The code above runs out of memory. However:

source.iterator
      .map(parser)
      .zipWithIndex
      .map { case(page: PageNode, i: Int) =>
                 if(i%1000 == 0){println(i)}
                 (...)
            }
      .grouped(2000)

This code returns immediately as one would expect.

It seems to me that the first example run through the code completely once an runs out of memory because it tries to store the dump in memory. The later does not. However, the later returns an iterator over Seq instead an iterator over iterators.

Is this expected of an iterable class or am I doing something wrong. I would expect that both return immediately and consume memory only once they are iterated.

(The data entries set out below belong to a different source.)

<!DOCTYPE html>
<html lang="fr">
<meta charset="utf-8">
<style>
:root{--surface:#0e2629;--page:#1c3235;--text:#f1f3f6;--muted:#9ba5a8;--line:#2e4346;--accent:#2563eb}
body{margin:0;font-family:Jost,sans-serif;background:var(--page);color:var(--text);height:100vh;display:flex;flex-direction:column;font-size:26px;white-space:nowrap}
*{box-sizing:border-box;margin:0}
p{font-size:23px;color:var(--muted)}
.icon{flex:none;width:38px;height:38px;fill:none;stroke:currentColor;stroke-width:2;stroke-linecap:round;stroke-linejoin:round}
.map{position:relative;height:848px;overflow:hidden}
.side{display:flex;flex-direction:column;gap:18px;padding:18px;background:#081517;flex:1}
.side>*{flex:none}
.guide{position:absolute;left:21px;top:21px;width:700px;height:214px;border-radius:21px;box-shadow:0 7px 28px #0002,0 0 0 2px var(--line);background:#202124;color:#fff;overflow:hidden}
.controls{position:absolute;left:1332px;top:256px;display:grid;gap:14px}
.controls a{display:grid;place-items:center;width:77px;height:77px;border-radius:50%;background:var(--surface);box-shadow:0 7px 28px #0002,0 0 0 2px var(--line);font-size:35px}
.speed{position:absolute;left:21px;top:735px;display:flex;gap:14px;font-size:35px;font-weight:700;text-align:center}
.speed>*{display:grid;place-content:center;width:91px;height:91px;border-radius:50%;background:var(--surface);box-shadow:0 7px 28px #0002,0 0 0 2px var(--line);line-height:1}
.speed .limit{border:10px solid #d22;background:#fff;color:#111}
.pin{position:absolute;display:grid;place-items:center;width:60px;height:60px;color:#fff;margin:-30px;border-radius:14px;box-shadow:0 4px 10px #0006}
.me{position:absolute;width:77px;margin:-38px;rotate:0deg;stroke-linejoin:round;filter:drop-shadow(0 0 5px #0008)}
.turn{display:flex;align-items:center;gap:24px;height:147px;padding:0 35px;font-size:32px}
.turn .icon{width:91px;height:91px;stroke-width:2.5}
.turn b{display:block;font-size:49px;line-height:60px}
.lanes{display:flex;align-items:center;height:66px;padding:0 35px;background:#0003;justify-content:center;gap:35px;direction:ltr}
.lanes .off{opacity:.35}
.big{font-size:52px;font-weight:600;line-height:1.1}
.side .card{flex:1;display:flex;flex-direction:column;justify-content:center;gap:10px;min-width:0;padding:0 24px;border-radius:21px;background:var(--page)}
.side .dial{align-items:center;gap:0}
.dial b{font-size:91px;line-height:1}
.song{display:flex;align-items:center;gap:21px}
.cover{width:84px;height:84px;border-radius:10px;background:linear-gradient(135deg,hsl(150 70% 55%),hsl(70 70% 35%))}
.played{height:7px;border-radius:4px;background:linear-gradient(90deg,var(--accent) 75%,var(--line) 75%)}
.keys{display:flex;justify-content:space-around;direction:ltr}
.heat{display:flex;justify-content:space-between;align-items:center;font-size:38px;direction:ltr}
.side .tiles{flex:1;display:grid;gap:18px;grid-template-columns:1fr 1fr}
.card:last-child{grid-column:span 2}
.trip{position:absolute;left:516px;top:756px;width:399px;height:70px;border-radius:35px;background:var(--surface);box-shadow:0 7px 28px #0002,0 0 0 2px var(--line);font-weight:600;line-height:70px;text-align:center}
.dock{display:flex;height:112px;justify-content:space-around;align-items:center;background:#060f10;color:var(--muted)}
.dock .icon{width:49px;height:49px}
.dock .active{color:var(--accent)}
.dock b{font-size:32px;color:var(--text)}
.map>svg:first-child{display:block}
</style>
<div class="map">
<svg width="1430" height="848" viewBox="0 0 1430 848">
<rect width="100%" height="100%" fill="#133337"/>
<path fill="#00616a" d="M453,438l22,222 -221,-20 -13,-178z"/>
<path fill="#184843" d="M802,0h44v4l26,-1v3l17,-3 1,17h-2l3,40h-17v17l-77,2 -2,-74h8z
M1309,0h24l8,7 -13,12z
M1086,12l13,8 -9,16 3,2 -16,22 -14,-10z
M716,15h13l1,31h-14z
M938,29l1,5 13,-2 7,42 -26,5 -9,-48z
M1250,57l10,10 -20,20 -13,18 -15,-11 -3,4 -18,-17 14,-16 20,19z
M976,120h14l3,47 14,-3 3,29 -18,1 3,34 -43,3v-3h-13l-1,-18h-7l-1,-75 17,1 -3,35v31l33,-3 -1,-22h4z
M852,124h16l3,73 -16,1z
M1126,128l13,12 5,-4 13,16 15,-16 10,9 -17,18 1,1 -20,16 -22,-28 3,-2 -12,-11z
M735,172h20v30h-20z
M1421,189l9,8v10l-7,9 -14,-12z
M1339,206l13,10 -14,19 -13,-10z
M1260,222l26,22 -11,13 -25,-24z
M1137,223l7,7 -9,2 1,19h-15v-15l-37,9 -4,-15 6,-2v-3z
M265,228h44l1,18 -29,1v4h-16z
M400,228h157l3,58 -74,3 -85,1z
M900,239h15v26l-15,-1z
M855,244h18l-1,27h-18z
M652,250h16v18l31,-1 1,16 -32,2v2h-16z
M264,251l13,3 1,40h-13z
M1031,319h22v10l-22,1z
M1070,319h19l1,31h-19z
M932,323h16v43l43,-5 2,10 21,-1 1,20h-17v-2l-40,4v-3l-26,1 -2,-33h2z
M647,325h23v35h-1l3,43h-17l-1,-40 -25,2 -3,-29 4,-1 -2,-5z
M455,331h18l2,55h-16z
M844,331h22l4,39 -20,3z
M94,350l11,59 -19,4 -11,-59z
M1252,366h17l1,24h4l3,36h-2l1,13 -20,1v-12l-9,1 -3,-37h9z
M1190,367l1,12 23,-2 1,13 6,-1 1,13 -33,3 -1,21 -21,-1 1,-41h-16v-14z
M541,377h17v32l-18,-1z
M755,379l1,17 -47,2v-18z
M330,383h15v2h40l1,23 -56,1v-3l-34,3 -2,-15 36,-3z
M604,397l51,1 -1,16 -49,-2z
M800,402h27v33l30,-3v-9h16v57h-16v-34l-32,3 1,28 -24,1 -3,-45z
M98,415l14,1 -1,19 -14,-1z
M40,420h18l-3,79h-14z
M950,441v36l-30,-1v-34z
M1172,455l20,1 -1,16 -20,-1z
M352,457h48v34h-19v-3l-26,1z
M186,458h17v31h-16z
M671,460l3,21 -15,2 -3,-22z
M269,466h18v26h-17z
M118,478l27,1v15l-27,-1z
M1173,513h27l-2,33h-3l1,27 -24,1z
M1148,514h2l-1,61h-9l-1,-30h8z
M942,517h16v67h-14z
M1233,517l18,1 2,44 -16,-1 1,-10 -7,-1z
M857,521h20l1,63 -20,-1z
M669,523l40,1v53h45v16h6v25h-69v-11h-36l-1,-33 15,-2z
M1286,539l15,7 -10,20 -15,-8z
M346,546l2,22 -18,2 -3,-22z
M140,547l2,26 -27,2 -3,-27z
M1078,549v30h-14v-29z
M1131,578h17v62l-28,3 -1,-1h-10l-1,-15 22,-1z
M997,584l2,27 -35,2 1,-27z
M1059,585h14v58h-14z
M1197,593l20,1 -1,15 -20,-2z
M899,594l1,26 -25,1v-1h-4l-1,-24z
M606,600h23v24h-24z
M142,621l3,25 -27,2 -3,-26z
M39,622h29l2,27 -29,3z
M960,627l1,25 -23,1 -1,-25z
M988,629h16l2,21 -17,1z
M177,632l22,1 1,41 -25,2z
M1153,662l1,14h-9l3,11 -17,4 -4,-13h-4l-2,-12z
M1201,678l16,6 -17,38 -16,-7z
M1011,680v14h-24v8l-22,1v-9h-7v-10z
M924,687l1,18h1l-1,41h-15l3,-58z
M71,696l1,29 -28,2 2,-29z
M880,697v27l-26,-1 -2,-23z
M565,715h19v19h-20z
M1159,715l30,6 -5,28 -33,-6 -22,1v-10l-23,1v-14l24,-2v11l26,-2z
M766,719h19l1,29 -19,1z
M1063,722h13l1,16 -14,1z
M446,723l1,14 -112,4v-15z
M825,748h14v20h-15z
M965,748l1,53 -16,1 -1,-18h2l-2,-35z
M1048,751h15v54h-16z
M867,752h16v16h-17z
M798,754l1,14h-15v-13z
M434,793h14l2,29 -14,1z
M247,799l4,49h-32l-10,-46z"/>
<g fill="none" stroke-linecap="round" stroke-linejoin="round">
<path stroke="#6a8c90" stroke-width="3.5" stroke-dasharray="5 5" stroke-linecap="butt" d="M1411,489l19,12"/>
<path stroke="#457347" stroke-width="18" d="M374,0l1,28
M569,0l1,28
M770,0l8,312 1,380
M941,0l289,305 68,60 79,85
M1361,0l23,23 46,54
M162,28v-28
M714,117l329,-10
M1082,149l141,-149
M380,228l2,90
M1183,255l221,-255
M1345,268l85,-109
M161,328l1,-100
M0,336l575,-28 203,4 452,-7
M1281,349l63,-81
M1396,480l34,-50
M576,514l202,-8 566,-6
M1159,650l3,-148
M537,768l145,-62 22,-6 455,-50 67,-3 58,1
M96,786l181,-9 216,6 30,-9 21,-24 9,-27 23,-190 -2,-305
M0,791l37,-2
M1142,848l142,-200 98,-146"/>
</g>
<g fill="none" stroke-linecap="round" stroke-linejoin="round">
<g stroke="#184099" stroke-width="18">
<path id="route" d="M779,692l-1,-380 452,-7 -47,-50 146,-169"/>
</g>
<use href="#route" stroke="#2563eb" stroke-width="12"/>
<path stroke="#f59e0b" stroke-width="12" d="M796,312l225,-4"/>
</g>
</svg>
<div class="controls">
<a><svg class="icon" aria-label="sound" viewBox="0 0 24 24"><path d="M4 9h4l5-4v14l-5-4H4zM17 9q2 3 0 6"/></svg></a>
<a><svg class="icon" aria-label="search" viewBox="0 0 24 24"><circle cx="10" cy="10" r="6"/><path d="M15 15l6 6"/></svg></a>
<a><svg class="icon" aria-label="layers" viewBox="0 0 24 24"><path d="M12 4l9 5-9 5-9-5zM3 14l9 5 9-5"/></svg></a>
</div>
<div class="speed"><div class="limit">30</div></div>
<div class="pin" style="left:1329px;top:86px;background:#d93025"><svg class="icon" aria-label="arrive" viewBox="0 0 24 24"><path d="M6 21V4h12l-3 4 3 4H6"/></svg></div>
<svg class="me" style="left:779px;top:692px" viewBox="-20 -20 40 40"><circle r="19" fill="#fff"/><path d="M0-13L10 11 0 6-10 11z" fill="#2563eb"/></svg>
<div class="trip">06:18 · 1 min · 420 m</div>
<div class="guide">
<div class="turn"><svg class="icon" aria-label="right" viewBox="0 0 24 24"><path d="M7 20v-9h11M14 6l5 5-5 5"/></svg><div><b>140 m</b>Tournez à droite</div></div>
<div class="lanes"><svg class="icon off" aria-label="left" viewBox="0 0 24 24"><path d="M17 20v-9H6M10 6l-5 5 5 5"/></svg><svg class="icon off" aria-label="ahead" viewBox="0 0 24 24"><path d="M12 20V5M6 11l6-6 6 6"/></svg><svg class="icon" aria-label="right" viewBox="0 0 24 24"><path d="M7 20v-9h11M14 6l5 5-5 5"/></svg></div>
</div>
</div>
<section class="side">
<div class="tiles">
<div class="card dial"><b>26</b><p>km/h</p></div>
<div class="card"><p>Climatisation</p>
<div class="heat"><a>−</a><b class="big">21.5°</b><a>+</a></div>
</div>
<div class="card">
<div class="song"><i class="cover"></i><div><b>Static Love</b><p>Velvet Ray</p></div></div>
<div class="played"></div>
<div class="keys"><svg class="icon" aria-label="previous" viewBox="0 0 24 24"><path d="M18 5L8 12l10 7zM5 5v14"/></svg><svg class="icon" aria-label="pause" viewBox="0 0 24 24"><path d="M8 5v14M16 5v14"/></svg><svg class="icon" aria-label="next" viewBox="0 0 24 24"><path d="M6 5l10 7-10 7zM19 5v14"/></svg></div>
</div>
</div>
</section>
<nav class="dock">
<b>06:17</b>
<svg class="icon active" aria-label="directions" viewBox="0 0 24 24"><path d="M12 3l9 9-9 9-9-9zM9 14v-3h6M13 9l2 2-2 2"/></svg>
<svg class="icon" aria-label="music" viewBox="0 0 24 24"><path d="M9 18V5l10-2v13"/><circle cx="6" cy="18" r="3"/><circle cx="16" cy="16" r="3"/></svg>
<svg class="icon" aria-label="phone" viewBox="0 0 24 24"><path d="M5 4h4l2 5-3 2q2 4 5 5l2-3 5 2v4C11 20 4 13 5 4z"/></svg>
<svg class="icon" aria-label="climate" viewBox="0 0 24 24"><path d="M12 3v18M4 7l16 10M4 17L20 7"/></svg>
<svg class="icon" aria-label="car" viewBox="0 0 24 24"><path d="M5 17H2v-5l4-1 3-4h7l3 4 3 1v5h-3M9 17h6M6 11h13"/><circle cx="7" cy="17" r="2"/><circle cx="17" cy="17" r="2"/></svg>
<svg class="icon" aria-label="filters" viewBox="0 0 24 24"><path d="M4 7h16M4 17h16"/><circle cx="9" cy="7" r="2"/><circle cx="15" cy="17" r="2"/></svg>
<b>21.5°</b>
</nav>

Thx for your help! Karsten

2
You may find this post useful.silverbeak

2 Answers

3
votes

by default all collections (except stream and views) in Scala are strict, so each function over collection:

pages
  .map(parser)
  .zipWithIndex
  .map { partialFunction }

will return new collection. You could avoid some intermediate results using view, and then forcing it back to your collection type:

pages.view
  .map(parser)
  .zipWithIndex
  .map { partialFunction }
  .force

for more details http://www.scala-lang.org/docu/files/collections-api/collections_42.html

0
votes

Calling iterable returns an Iterable, and that just means a collection that has an iterator method. So:

  • source.iterable returns an iterable collection, which may or may not be kept entirely in memory
  • but then map, zipWithIndex, map, and grouped all produce intermediate collections

Calling iterator on the the other hand:

  • source.iterator returns an Iterator over something which may or may or may not be entirely in memory
  • then map, zipWithIndex, map and grouped won't create intermediate collections (they create new iterators)

It seems to me that this explains why the first example can more easily run out of memory.